# 12 points



## RedRims (Mar 24, 2006)

can i just ask on behalf ov a friend if u accuire 12 points do u lose ur licence or are u allowed 12?


----------



## chrisniss91 (Jul 7, 2003)

i believe you will loose your licence.


----------



## RedRims (Mar 24, 2006)

thought so

thanks


----------



## cheyenne (Feb 5, 2006)

It depends. My son has accrued 12 and has kept his, but he pleaded exectional circumstances as he would lose his job if he lost his licence (HGV driver - points for speeding i.e. 35 in a 30 etc). I also know of another lorry driver who has got 18 points and is still driving.


----------



## 160sr (Sep 23, 2005)

cheyenne said:


> It depends. My son has accrued 12 and has kept his, but he pleaded exectional circumstances as he would lose his job if he lost his licence (HGV driver - points for speeding i.e. 35 in a 30 etc). I also know of another lorry driver who has got 18 points and is still driving.

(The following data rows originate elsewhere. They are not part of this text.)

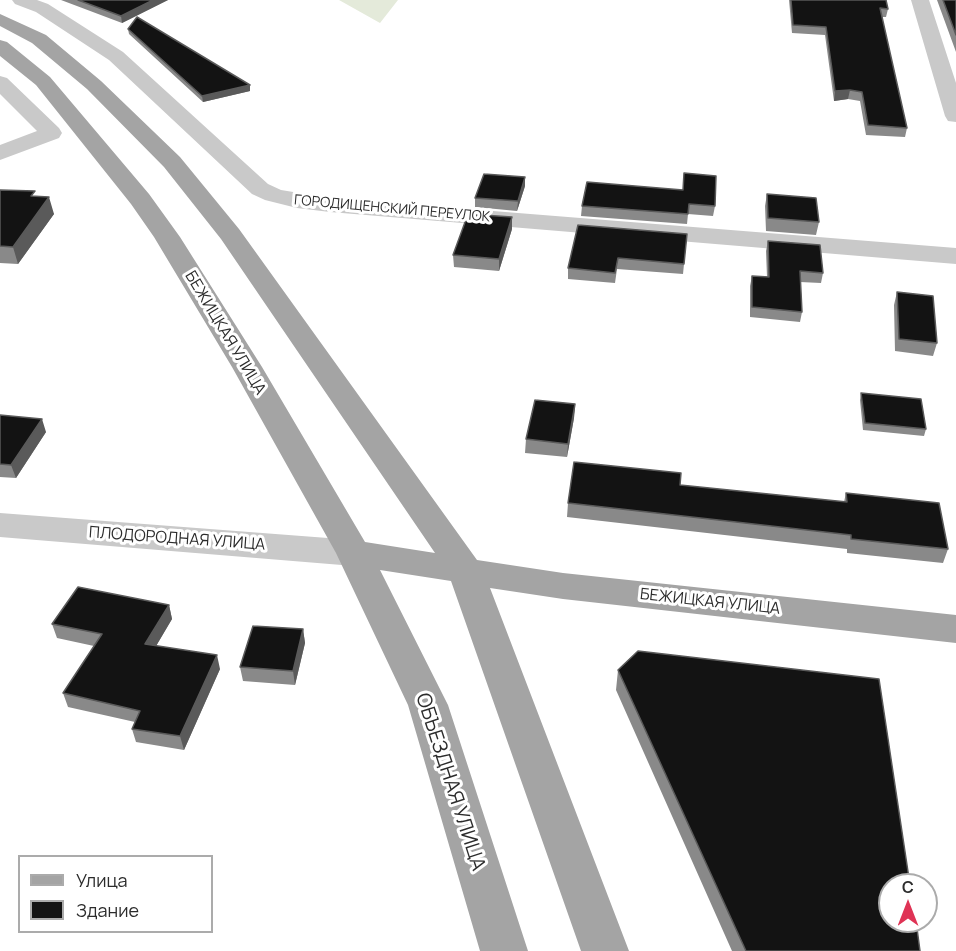 <!DOCTYPE html>
<meta charset="utf-8">
<style>
body{margin:0}
#map{position:relative;width:956px;height:951px;overflow:hidden;background:#fff;font-family:Manrope,sans-serif}
canvas{display:block}
.legend{position:absolute;left:18px;top:855px;width:195px;height:78px;box-sizing:border-box;background:#fff;border:2px solid #ababab;margin:0;padding:8px 10px;list-style:none;font-size:18px;color:#2c2c2c}
.legend li{display:flex;align-items:center;gap:12px;height:30px}
.legend b{width:30px;border:2px solid #ababab}
.north{position:absolute;left:878px;top:873px;width:60px;height:60px;box-sizing:border-box;background:#fff;border:2px solid #ababab;border-radius:50%;rotate:0deg;font-size:16px;font-weight:700;line-height:24px;text-align:center;color:#2c2c2c}
.north::after{content:'';display:block;margin:auto;width:21px;height:27px;background:#df3355;clip-path:polygon(50% 0,100% 100%,50% 72%,0 100%)}
</style>
<div id="map">
<canvas width="956" height="951"></canvas>
<ul class="legend">
<li><b style="height:8px;background:#a4a4a4"></b>Улица</li>
<li><b style="height:16px;background:#131313"></b>Здание</li>
</ul>
<div class="north">С</div>
</div>
<script>
const context = document.querySelector('canvas').getContext('2d');
context.lineJoin = 'round';
function fillPath(path, color) { context.fillStyle = color; context.fill(path, 'evenodd'); }
const poly = rows => new Path2D(rows.map(r => 'M' + r).join(''));
function strokePath(path, color, width, dash) { context.strokeStyle = color; context.lineWidth = width; context.lineCap = dash ? 'butt' : 'round'; context.setLineDash(dash || []); context.stroke(path); }
function label(font, color, halo, rows, align = 'center') {
  context.font = font + ' Manrope,sans-serif'; context.lineWidth = 6; context.setLineDash([]); context.textBaseline = 'middle'; context.strokeStyle = halo; context.fillStyle = color; for (const [text, x, y, turn = 0] of rows) {
    context.save(); context.translate(x, y); context.rotate((+turn || 0) * Math.PI / 180); context.textAlign = isNaN(turn) ? turn : align; if (halo) context.strokeText(text, 0, 0); context.fillText(text, 0, 0); context.restore();
  }
}
const green = poly([
 [339,0,398,0,380,23]
]);
const minor = poly([
 [12,0,37,0,48,4,123,52,268,184,281,190,330,198,956,248,956,264,330,212,297,208,265,200,252,194,109,60,36,12,15,4,12,0],
 [911,0,929,0,956,83,956,122,948,121,945,116,911,0],
 [0,76,7,78,59,128,62,133,59,138,0,160,0,145,37,131,0,94,0,76],
 [0,513,354,540,367,544,372,553,367,562,354,566,0,537,0,513]
]);
const major = poly([
 [0,14,46,35,101,81,180,157,239,229,477,560,563,573,956,615,956,643,563,599,490,588,629,951,581,951,451,581,380,570,448,705,528,951,480,951,408,705,336,553,232,367,154,237,131,204,36,85,0,56,0,40,7,42,50,77,149,194,180,237,262,367,365,542,435,553,221,239,164,167,87,89,32,43,0,26,0,14]
]);
const wall = poly([
 [61,0,168,0,122,23],
 [789,0,886,0,888,9,886,17,882,17,907,128,905,137,866,135,860,101,848,99,834,101,825,35,792,33],
 [937,0,956,0,956,52],
 [128,29,250,91,203,102,129,34],
 [587,182,715,206,713,216,688,214,687,224,581,216,582,206],
 [525,186,517,211,475,207,475,198],
 [0,190,36,197,54,214,18,264,0,263],
 [767,194,819,222,816,235,766,231,765,206],
 [512,229,499,271,454,267,453,255],
 [687,234,683,274,617,269,615,283,568,279,568,268],
 [768,241,823,273,821,283,800,282,802,312,800,322,750,317,750,286,752,276,767,277,766,251],
 [897,292,937,343,933,356,895,351,894,305],
 [861,393,926,429,924,436,863,430,860,400],
 [575,404,574,418,567,457,525,453,526,439],
 [0,415,46,432,16,478,0,477],
 [680,485,844,502,846,493,948,549,943,563,847,553,847,549,567,517,568,503],
 [169,605,172,619,156,646,220,669,184,750,136,742,132,729,135,722,68,707,63,693,94,646,57,638,52,624],
 [303,629,305,643,295,685,243,681,240,667],
 [618,670,920,951,732,951,616,690]
]);
const shadedWall = poly([
 [153,0,168,0,122,23,121,16],
 [250,85,250,91,203,102,202,96],
 [850,90,848,99,834,101,835,91],
 [525,177,525,186,517,211,518,201],
 [49,197,54,214,18,264,13,247],
 [512,217,512,229,499,271,499,259],
 [575,404,574,418,567,457,568,444],
 [42,419,46,432,16,478,11,465],
 [169,605,172,619,149,658,145,644],
 [303,629,305,643,295,685,293,671],
 [217,655,220,669,184,750,180,736]
]);
const building = poly([
 [78,0,153,0,121,16,78,0],
 [791,0,886,0,888,9,880,8,907,128,868,125,862,92,850,90,835,91,826,27,793,25,791,0],
 [943,0,956,0,956,35,943,0],
 [137,17,250,85,202,96,128,29,137,17],
 [684,173,716,176,715,206,689,204,688,214,582,206,587,182,683,190,684,173],
 [484,174,525,177,518,201,475,198,484,174],
 [0,190,35,191,31,196,49,197,13,247,0,246,0,190],
 [767,194,816,198,819,222,768,218,767,194],
 [468,214,512,217,499,259,453,255,468,214],
 [578,225,687,234,684,264,618,258,615,273,568,268,578,225],
 [768,241,820,245,823,273,800,271,802,312,752,307,752,276,769,277,768,241],
 [897,292,933,296,937,343,899,339,897,292],
 [861,393,921,399,926,429,865,423,861,393],
 [535,400,575,404,568,444,526,439,535,400],
 [0,415,42,419,11,465,0,464,0,415],
 [574,462,681,473,680,485,847,502,846,493,939,503,948,549,851,539,851,535,568,503,574,462],
 [78,587,169,605,145,644,217,655,180,736,132,729,140,711,63,693,102,634,52,624,78,587],
 [253,626,303,629,293,671,240,667,253,626],
 [638,651,879,679,910,885,890,885,890,921,916,921,920,951,746,951,618,670,638,651]
]);
const farStreetnames = [
 ["ГОРОДИЩЕНСКИЙ ПЕРЕУЛОК",392,209,5]
];
const streetNames = [
 ["БЕЖИЦКАЯ УЛИЦА",225,333,59],
 ["ПЛОДОРОДНАЯ УЛИЦА",177,539,4],
 ["БЕЖИЦКАЯ УЛИЦА",710,602,6]
];
const nearStreetnames = [
 ["ОБЪЕЗДНАЯ УЛИЦА",450,782,72]
];
fillPath(green, '#e4eada');
fillPath(minor, '#c9c9c9');
fillPath(major, '#a4a4a4');
fillPath(wall, '#898989');
fillPath(shadedWall, '#5a5a5a');
fillPath(building, '#131313');
strokePath(building, '#5a5a5a', 1.5);
label('14px', '#2c2c2c', '#fff', farStreetnames);
label('16px', '#2c2c2c', '#fff', streetNames);
label('20px', '#2c2c2c', '#fff', nearStreetnames);
</script>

my dad has had 12 and kept his for the same reason (sales rep)..if he got 3 more they would wait for 3 to come off before they went on..


----------



## bkvj (Feb 13, 2006)

> my dad has had 12 and kept his for the same reason (sales rep)..if he got 3 more they would wait for 3 to come off before they went on..


sorry for this rather noob question, but as im 'new' to the UK and the driving license, how do points go off? you just drive 'clean'(read: not getting caught lol) for an x period of time and x amount of points will go off? thats interesting.

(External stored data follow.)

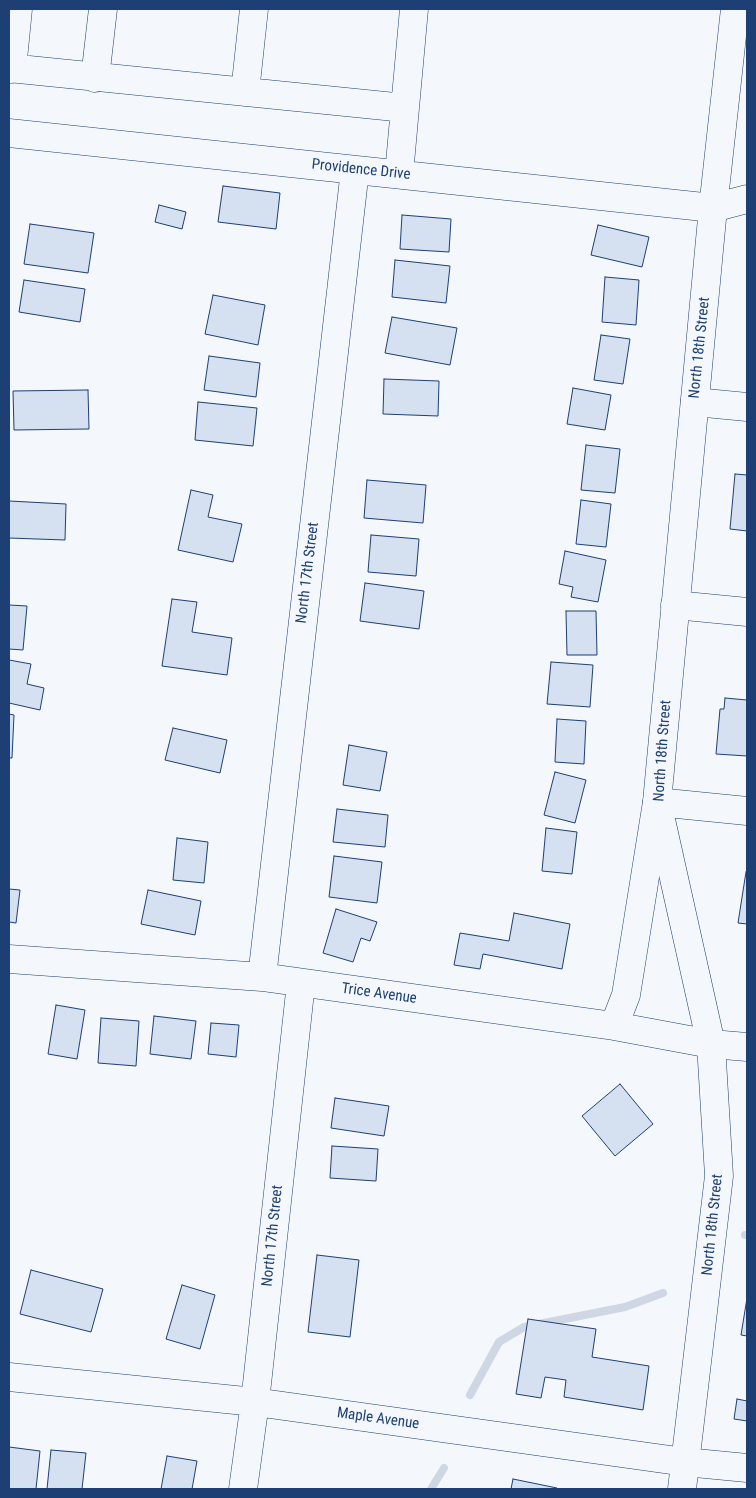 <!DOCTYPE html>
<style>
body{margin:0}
#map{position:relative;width:756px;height:1498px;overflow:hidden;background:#f4f7fb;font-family:"Roboto Condensed",sans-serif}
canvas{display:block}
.frame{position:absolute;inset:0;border:10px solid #1d3f73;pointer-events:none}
</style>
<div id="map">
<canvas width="756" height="1498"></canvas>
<div class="frame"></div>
</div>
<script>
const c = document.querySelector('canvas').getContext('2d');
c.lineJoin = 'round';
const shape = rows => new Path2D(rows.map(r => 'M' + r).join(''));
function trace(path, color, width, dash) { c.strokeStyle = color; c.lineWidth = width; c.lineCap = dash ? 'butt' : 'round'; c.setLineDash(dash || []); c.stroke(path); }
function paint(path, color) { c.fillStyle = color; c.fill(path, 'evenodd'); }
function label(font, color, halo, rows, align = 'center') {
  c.font = font + ' "Roboto Condensed",sans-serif'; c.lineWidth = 4; c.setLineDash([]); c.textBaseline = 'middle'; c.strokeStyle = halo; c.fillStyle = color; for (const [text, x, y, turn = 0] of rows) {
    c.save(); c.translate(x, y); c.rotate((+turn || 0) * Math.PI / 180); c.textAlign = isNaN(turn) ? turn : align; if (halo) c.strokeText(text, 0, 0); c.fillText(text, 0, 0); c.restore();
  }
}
const stream = shape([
 [745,1235,747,1235],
 [470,1395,499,1342,524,1327,625,1307,663,1293],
 [431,1489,444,1468]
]);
const building = shape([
 [223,186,280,193,276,229,218,222,223,186],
 [159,205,186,212,182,229,155,222,159,205],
 [402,215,451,219,449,252,400,249,402,215],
 [30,224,94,233,88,273,24,264,30,224],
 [598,225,649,237,642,267,591,255,598,225],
 [395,260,450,266,446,303,392,297,395,260],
 [605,277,639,280,636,325,602,322,605,277],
 [24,280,85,289,80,322,19,312,24,280],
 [213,295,265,305,258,345,205,334,213,295],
 [392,317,457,328,450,365,385,353,392,317],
 [601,335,630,339,623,384,594,380,601,335],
 [209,356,260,363,256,397,204,390,209,356],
 [384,379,439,381,438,416,383,414,384,379],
 [573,388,611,395,605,430,567,424,573,388],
 [88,390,89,429,14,430,13,391,88,390],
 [198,402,257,408,253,446,195,440,198,402],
 [586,445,620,449,615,493,581,490,586,445],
 [735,474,747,475,747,531,730,529,735,474],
 [367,480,426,485,423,523,364,518,367,480],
 [191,490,213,495,208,517,242,524,233,562,178,550,191,490],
 [581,500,611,504,606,547,576,544,581,500],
 [9,501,66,504,65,540,9,538,9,501],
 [371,535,419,539,416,576,368,572,371,535],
 [565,551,606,560,598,602,571,597,573,587,559,584,565,551],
 [365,583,424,591,419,629,360,621,365,583],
 [172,599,197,602,192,632,232,638,227,675,162,666,172,599],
 [9,605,27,606,23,650,9,649,9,605],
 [566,611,596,611,597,655,567,655,566,611],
 [9,660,31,664,27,684,44,688,40,710,9,703,9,660],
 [551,662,593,665,590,707,547,704,551,662],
 [725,698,747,700,747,756,716,754,720,709,724,709,725,698],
 [9,714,14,715,12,758,9,758,9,714],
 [557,719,586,721,584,764,555,762,557,719],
 [173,728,227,740,220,773,165,760,173,728],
 [349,745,387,752,380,791,343,785,349,745],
 [555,772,586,780,575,823,544,815,555,772],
 [337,809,388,815,385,847,333,842,337,809],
 [546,828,577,832,572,874,542,871,546,828],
 [177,838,208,842,204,883,173,880,177,838],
 [334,856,382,862,377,903,329,897,334,856],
 [746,872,747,873,747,924,738,923,746,872],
 [9,889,20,890,16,923,9,922,9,889],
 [148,890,201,901,195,935,141,924,148,890],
 [336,909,377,922,370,941,361,938,353,962,323,953,336,909],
 [514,913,570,924,562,969,483,954,480,969,454,965,460,933,509,941,514,913],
 [56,1005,85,1010,77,1059,48,1054,56,1005],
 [154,1016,196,1021,191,1059,150,1054,154,1016],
 [101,1018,139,1021,136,1066,98,1063,101,1018],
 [211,1023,239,1025,236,1057,208,1054,211,1023],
 [620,1084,653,1124,615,1156,582,1116,620,1084],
 [335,1098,389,1106,384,1136,331,1128,335,1098],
 [332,1146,378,1149,376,1181,330,1178,332,1146],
 [317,1255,359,1260,350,1337,308,1332,317,1255],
 [31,1270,103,1289,91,1332,20,1314,31,1270],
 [182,1285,215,1295,200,1349,166,1339,182,1285],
 [747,1298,747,1336,741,1335,747,1298],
 [528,1319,596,1329,592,1357,649,1366,643,1410,564,1397,566,1380,545,1377,541,1398,516,1394,528,1319],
 [737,1399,747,1401,747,1421,734,1419,737,1399],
 [9,1447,40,1451,36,1489,9,1489,9,1447],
 [51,1450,86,1453,82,1489,47,1489,51,1450],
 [167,1456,197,1461,192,1489,161,1489,167,1456],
 [513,1479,557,1488,556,1489,511,1489,513,1479]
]);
const minor = shape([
 [9,68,405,108],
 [12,69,18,9],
 [95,78,103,9],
 [245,92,254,9],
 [9,133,713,208,747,199],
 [399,174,414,9],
 [695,402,747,407],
 [675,605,747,612],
 [9,959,262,977,614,1026,711,1044,747,1047],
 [262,977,355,170],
 [614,1026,626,995,657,802,747,811],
 [9,1377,255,1402,685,1462,747,1468],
 [243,1489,255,1402,301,983]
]);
const major = shape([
 [682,1489,719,1176,711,1044,657,802,713,208,735,9]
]);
const streetNames = [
 ["Providence Drive",361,170,6],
 ["North 18th Street",700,348,-84],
 ["North 17th Street",308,573,-83],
 ["North 18th Street",663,751,-86],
 ["Trice Avenue",379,994,8],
 ["North 18th Street",713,1225,-84],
 ["North 17th Street",273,1236,-84],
 ["Maple Avenue",378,1419,8]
];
trace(stream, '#cfd7e4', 8);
paint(building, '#d5e0f0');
trace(building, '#1d3f73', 1);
trace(minor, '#1d3f73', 29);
trace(major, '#1d3f73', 29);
trace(minor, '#f4f7fb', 28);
trace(major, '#f4f7fb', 28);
label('15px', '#1d3f73', '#f4f7fb', streetNames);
</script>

my mom and dad have it quite relaxted: they both got their drivers licence in holland, so they dont have a single point on their licence, which means lower insurance(they didnt ask for where they got the licence, its an international one for both of them!)


----------



## stealth (Jul 6, 2004)

Points are valid for 3 years and on your licence for four I belive ,12 is the max or you are on very shaky ground and looking at possible ban.If you want a clean licence before the 3/4 years ,get banned and start a new licence fresh ,although insurance will go up a bit


----------



## Fuggles (Jul 3, 2001)

You don't automatically lose your license at 12 points. The rcommendation is that on totting up there is an automatic 6 months ban. However, in exceptional circumstances this can be waived, but I've never heard of this being done myself.


----------



## MADsteve (Nov 25, 2004)

Is it true that once you've served your 6months for 'totting up' you recieve your licence back, clean as a whistle - no points?? (if so, it would make sense to have a tot-up and then hey presto, no points to declare to insurance company)??????

I only ask as I've never had any points on my licence


----------